Can the Bible Be Trusted in an Age of Enlightenment?

It is a delight to be in the studio again today as we talk about reading through the Bible for all it’s worth. We’ll go to your questions in just a moment, but let’s take a couple of moments about my occasional fear in asking people to read through the book of Leviticus because there are a lot of people today who want to invalidate Scripture on the basis of that very book. After all, if you read Leviticus, as I did today, you’re going to find the moral status of homosexuality and the biblical injunction against seeding different crops side by side, as well as sewing garments together with two different threads. All of that you find in the same context.
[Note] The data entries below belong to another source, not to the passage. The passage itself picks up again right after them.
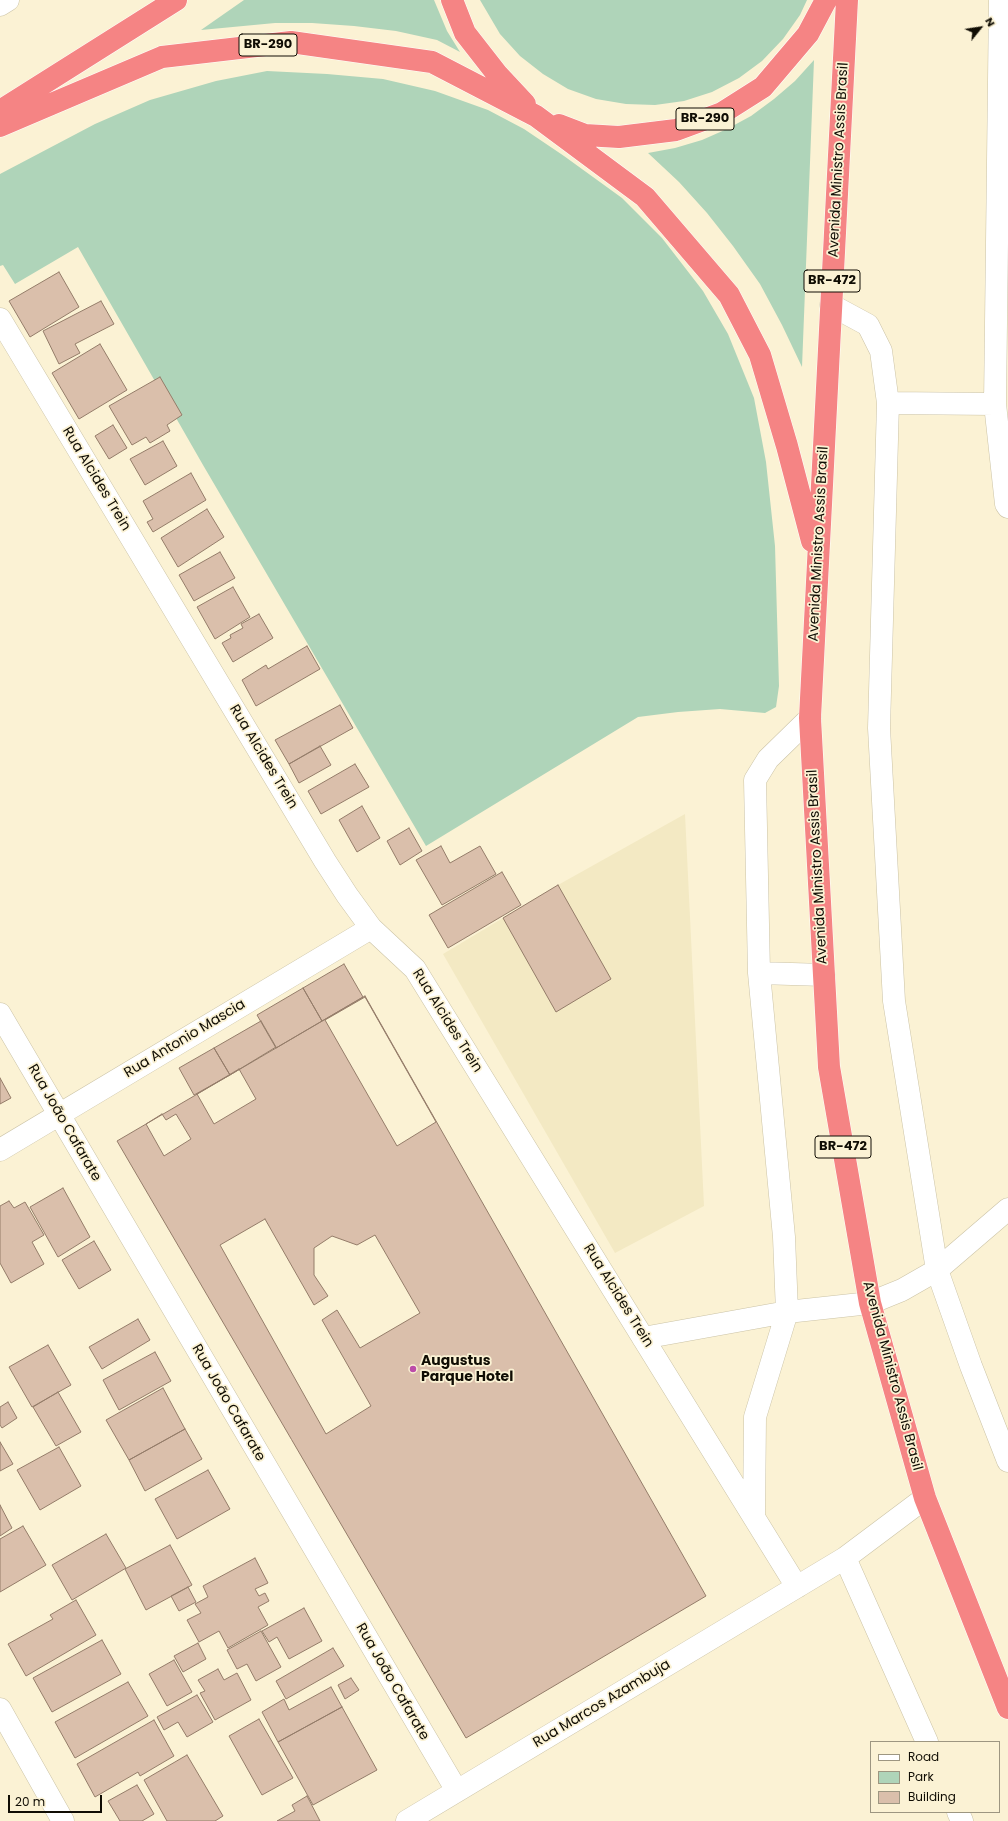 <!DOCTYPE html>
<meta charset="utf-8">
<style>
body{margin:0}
#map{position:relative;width:1008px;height:1821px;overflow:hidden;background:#fbf2d4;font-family:Poppins,sans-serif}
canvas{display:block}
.legend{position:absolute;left:870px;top:1741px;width:130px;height:72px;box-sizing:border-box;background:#fbf2d4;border:1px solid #9d9681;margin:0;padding:5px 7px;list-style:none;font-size:12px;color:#100d04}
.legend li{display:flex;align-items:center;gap:8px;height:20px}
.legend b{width:20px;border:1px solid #9d9681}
.north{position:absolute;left:960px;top:8px;width:40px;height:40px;-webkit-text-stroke:3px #fbf2d4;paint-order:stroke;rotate:60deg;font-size:11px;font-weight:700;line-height:16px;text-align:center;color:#100d04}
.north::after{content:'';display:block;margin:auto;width:14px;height:18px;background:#100d04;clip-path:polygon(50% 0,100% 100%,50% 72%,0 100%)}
.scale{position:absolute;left:8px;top:1795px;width:94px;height:18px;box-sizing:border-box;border:2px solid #100d04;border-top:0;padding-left:5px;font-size:12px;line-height:14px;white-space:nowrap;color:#100d04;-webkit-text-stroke:3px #fbf2d4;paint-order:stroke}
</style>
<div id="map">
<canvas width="1008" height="1821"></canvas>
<ul class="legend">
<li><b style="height:5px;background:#fff"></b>Road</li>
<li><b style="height:11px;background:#afd4b9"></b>Park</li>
<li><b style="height:11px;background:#dabfab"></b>Building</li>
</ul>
<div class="north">N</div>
<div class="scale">20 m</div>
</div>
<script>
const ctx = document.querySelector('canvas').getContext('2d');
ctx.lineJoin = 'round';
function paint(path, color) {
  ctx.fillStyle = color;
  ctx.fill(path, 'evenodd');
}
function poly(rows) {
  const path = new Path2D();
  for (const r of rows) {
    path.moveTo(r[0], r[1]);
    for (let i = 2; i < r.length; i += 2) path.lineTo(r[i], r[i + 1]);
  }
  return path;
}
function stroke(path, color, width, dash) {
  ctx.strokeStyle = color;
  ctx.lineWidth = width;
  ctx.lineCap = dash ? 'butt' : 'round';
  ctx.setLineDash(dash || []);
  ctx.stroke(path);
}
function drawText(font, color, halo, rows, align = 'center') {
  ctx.font = font + ' Poppins,sans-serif';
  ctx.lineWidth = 3.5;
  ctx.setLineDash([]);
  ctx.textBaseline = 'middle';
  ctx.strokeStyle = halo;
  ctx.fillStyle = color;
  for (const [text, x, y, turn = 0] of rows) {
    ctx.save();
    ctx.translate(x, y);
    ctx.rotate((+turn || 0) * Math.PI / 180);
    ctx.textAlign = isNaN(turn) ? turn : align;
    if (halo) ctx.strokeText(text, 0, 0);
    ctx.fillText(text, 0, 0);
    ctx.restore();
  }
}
const built = poly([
 [685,814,704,1206,615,1253,443,954,558,885]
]);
const green = poly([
 [244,0,434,0,447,31,460,52,437,40,396,31,354,26,312,23,275,23,201,30],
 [480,0,807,0,800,15,783,39,762,61,739,78,712,92,684,101,655,105,626,104,596,99,568,89,543,74,520,56,500,34],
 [814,60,802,367,782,325,760,284,733,246,707,213,679,182,648,153,675,148,702,140,727,129,751,116,774,99,795,81],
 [267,71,327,74,383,79,435,91,488,110,524,129,564,156,622,198,662,238,703,291,728,334,754,398,766,462,775,546,779,686,776,707,765,713,720,709,678,712,638,717,426,846,203,465,78,247,15,284,3,265,0,266,0,174,95,124,150,100,216,81]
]);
const building = poly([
 [59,272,79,307,30,337,9,301,59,272],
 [101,301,114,324,75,344,80,353,59,364,43,331,101,301],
 [100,344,127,390,79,419,52,373,100,344],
 [160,377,182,415,167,425,170,431,150,443,146,437,132,445,109,406,160,377],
 [113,425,127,448,109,459,95,436,113,425],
 [163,441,177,466,145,485,130,459,163,441],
 [191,473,206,500,153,532,147,522,153,519,143,501,191,473],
 [207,509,224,537,178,567,161,538,207,509],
 [220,552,235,578,194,601,179,575,220,552],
 [233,587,250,617,215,639,197,607,233,587],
 [259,614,273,638,233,662,222,643,231,638,230,635,243,628,241,624,259,614],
 [307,646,320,669,256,706,242,680,266,665,268,669,307,646],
 [340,705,353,728,289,764,275,740,340,705],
 [320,746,331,765,299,783,289,764,320,746],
 [355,764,369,787,321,814,308,791,355,764],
 [362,806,380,838,357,852,339,820,362,806],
 [409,828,422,851,400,865,387,841,409,828],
 [441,846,450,863,480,846,496,874,442,905,416,860,441,846],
 [502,872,521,905,448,948,429,915,502,872],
 [558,885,611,979,556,1012,503,918,558,885],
 [344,964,363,997,322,1021,303,988,344,964],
 [303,988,322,1021,276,1048,257,1015,303,988],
 [365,996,706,1596,466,1738,117,1141,365,996],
 [365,997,436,1122,397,1146,325,1020,365,997],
 [261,1021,276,1047,230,1075,214,1048,261,1021],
 [214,1048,230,1075,194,1095,179,1068,214,1048],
 [239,1069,256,1099,214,1124,197,1094,239,1069],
 [0,1078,11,1098,0,1104,0,1078],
 [162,1114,166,1120,176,1114,191,1139,164,1156,146,1124,162,1114],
 [63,1188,90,1237,58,1257,30,1207,63,1188],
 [9,1201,14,1208,25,1202,44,1235,32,1242,44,1264,11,1283,0,1263,0,1206,9,1201],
 [265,1219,314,1305,328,1296,314,1275,314,1248,332,1236,357,1245,375,1235,420,1313,360,1348,337,1310,322,1320,371,1406,326,1434,220,1245,265,1219],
 [94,1241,111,1270,79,1289,62,1260,94,1241],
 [138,1319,150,1340,102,1369,89,1347,138,1319],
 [48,1345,71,1385,32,1407,9,1367,48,1345],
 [155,1352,171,1381,119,1410,103,1380,155,1352],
 [163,1388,185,1429,129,1460,106,1420,163,1388],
 [58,1392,81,1432,56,1446,33,1407,58,1392],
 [8,1402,17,1418,2,1428,0,1425,0,1407,8,1402],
 [185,1429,202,1459,145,1491,129,1460,185,1429],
 [0,1442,13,1464,0,1471,0,1442],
 [59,1447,81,1486,40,1510,17,1470,59,1447],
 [208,1470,230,1509,177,1539,155,1499,208,1470],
 [0,1505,12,1528,0,1536,0,1505],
 [23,1526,46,1565,0,1592,0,1539,23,1526],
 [106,1534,126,1568,72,1600,52,1565,106,1534],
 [170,1545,192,1585,146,1610,125,1569,170,1545],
 [255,1558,268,1583,255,1589,259,1596,265,1593,269,1601,258,1607,268,1625,228,1648,219,1631,199,1642,187,1620,201,1613,195,1604,208,1597,203,1586,255,1558],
 [188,1587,196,1602,179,1611,171,1596,188,1587],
 [76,1600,96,1635,26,1676,8,1644,53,1619,50,1615,76,1600],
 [304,1608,322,1641,289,1659,277,1637,269,1642,262,1631,304,1608],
 [261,1631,281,1667,256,1681,247,1664,237,1669,227,1650,261,1631],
 [102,1640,121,1674,52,1712,33,1678,102,1640],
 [198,1643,206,1659,183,1672,174,1656,198,1643],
 [333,1648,344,1666,286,1699,276,1681,333,1648],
 [174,1660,192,1692,167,1706,149,1674,174,1660],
 [218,1669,224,1680,237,1673,251,1700,215,1720,200,1693,205,1691,198,1680,218,1669],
 [351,1678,359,1690,345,1699,338,1685,351,1678],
 [128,1682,148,1716,75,1758,55,1722,128,1682],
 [331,1687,342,1707,278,1742,262,1712,284,1699,289,1710,331,1687],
 [197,1695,213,1722,187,1737,178,1722,164,1730,157,1717,197,1695],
 [342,1707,377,1770,313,1805,278,1742,342,1707],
 [259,1719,293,1778,262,1795,229,1736,259,1719],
 [154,1720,174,1756,140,1776,138,1772,95,1797,77,1764,154,1720],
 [187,1755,223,1816,215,1821,167,1821,144,1780,187,1755],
 [137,1785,154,1814,142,1821,120,1821,108,1801,137,1785],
 [307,1796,320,1821,277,1821,295,1811,292,1805,307,1796]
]);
const minor = poly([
 [1000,0,995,404,1006,504,1008,507],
 [0,5,8,0],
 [831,305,868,325,881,351,888,403,879,728,894,1001,937,1270,971,1366,1008,1461],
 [0,319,325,861,347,895,371,928,415,969,797,1587],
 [888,403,995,404],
 [759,973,824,975],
 [0,1014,457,1791],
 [0,1150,371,928],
 [643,1338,787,1312,870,1303,902,1290,937,1270,1008,1209],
 [754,1516,755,1417,787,1312,784,1237,759,973,755,780,768,759,810,718],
 [845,1558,927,1742],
 [0,1709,63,1821],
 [958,1812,962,1821],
 [407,1821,845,1558,925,1498]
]);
const highway = poly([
 [452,0,465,33,497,74,525,104],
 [847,0,810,718,829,1067,870,1303,925,1498,1008,1708],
 [0,111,176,0],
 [559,125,585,135,619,137,676,130,722,113,763,87,808,34,826,0],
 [0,126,162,57,291,42,432,62,536,116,645,197,729,295,760,355,787,446,812,541]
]);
const markers = [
 [413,1369,4,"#bc4ca9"]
];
const shields = [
 [268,45,58],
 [705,119,58],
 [832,281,56],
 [843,1147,56]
];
const shieldNames = [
 ["BR-290",268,45],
 ["BR-290",705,119],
 ["BR-472",832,281],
 ["BR-472",843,1147]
];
const streetNames = [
 ["Avenida Ministro Assis Brasil",839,160,-87],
 ["Rua Alcides Trein",96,479,59],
 ["Avenida Ministro Assis Brasil",819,544,-87],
 ["Rua Alcides Trein",263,757,59],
 ["Avenida Ministro Assis Brasil",818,867,-93],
 ["Rua Alcides Trein",447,1021,58],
 ["Rua Antonio Mascia",185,1039,-31],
 ["Rua João Cafarate",64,1123,60],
 ["Rua Alcides Trein",618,1296,58],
 ["Avenida Ministro Assis Brasil",892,1376,75],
 ["Rua João Cafarate",228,1403,60],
 ["Rua João Cafarate",392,1682,60],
 ["Rua Marcos Azambuja",602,1704,-31]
];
const poiNames = [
 ["Augustus",421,1361],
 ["Parque Hotel",421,1377]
];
paint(built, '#f3e9c3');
paint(green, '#afd4b9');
paint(building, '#dabfab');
stroke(building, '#947c69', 1);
stroke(minor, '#cbc3a6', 23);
stroke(highway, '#fff', 23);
stroke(minor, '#fff', 22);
stroke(highway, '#f58484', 22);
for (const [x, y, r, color] of markers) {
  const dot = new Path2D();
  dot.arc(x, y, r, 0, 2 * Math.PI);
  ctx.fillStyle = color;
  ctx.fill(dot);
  stroke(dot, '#fbf2d4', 1.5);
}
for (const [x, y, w] of shields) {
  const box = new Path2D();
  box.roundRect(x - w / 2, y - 11, w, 22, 3);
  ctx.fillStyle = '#fbf2d4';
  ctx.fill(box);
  stroke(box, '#100d04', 1);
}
drawText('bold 13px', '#100d04', null, shieldNames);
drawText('14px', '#100d04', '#fbf2d4', streetNames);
drawText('bold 14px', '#100d04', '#fbf2d4', poiNames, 'left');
</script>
And given today’s widespread biblical ignorance, including many who consider themselves to be intellectuals who poo-poo the Bible, they make it as if this is proof positive that the Bible simply cannot be trusted, not in an age of scientific enlightenment, maybe in an age where people were easily led, but not today.

 

In truth, however, Scripture simply uses the object lessons of seeding crops and sewing clothes to illustrate the spiritual and social distinctions between the kingdom of darkness and the kingdom of light. The mixing of different things was associated with the syncretistic pagan practices that Israel was to avoid. Scripture, thus, provides a wide variety of illustrations to underscore the principle of undivided loyalty to God. In Deuteronomy for example, the Israelites were commanded not to plow with an ox and a donkey yoked together, and Paul writing to the Corinthians uses this common-sense principle to underscore the fact that just as a donkey and an ox don’t work well together in the process of plowing, so too a believer and unbeliever do not harmonize well in the process of living.

 

The highly complex nature of civil, ceremonial, and moral aspects of the Mosaic Law, are really hard in many ways, and therefore difficult to relegate to simplistic superficial 21st century sound-bites. Devoid of context, the 21st century mind can only with great difficulty grasp the significance of biblical illustrations, of metaphors, of figures of speech. A golfer like myself living in the 21st century knows exactly what is meant if someone says “I drained a snake on the 18th hole,” but to someone living in a context or a culture in which golf was not played, it probably makes no sense whatsoever, and in similar fashion the ceremonial fashion of Mosaic laws makes little sense to someone who has never read or studied the Bible in context, and that’s the point I want to make. We need to read the Bible in context and if we do, we’re going to get the whole picture.

 

So right now you’re in the process, but don’t give up, don’t despair. There are answers to questions that arise in your mind. If there’s one thing that I have learned over many years of grappling with the Word of God is that the questions that one arose in my mind have not only realized a satisfactory answer, but even beyond that, I have seen a beauty in the tapestry of Scripture that only is revealed with the investment of quality time. Think about it? When we talk about the Bible and biblical illiteracy, we’re talking about a book, a heavenly book, etched in sovereign handwriting, God condescending to use the language of humans to reveal himself to those who are finite and limited and only with time and effort can we grasp the beauty in its pages, but make no mistake, there is beauty in these pages. So persevere, stay with it, don’t be casualty or a statistic. Be one who is in the Word of God and even if you don’t get it completely, the main and the plain things of Scripture can’t be missed.

 

The main and the plain things are the dividing lines between the kingdom of Christ and the kingdom of cults. You can know those main and plain things, which start with the Gospel of our Lord and Savior Jesus Christ, who came to fulfill all the types and shadows of the Old Testament, and if by God’s grace we place our faith in him, we can have a relationship with him, we can find the meaning and the purpose and the fulfillment that our life was intended to have, and that relationship is not temporary, that relationship is eternal. So persevere. Keep reading through the Word of God. It will ultimately change your life for time and for eternity.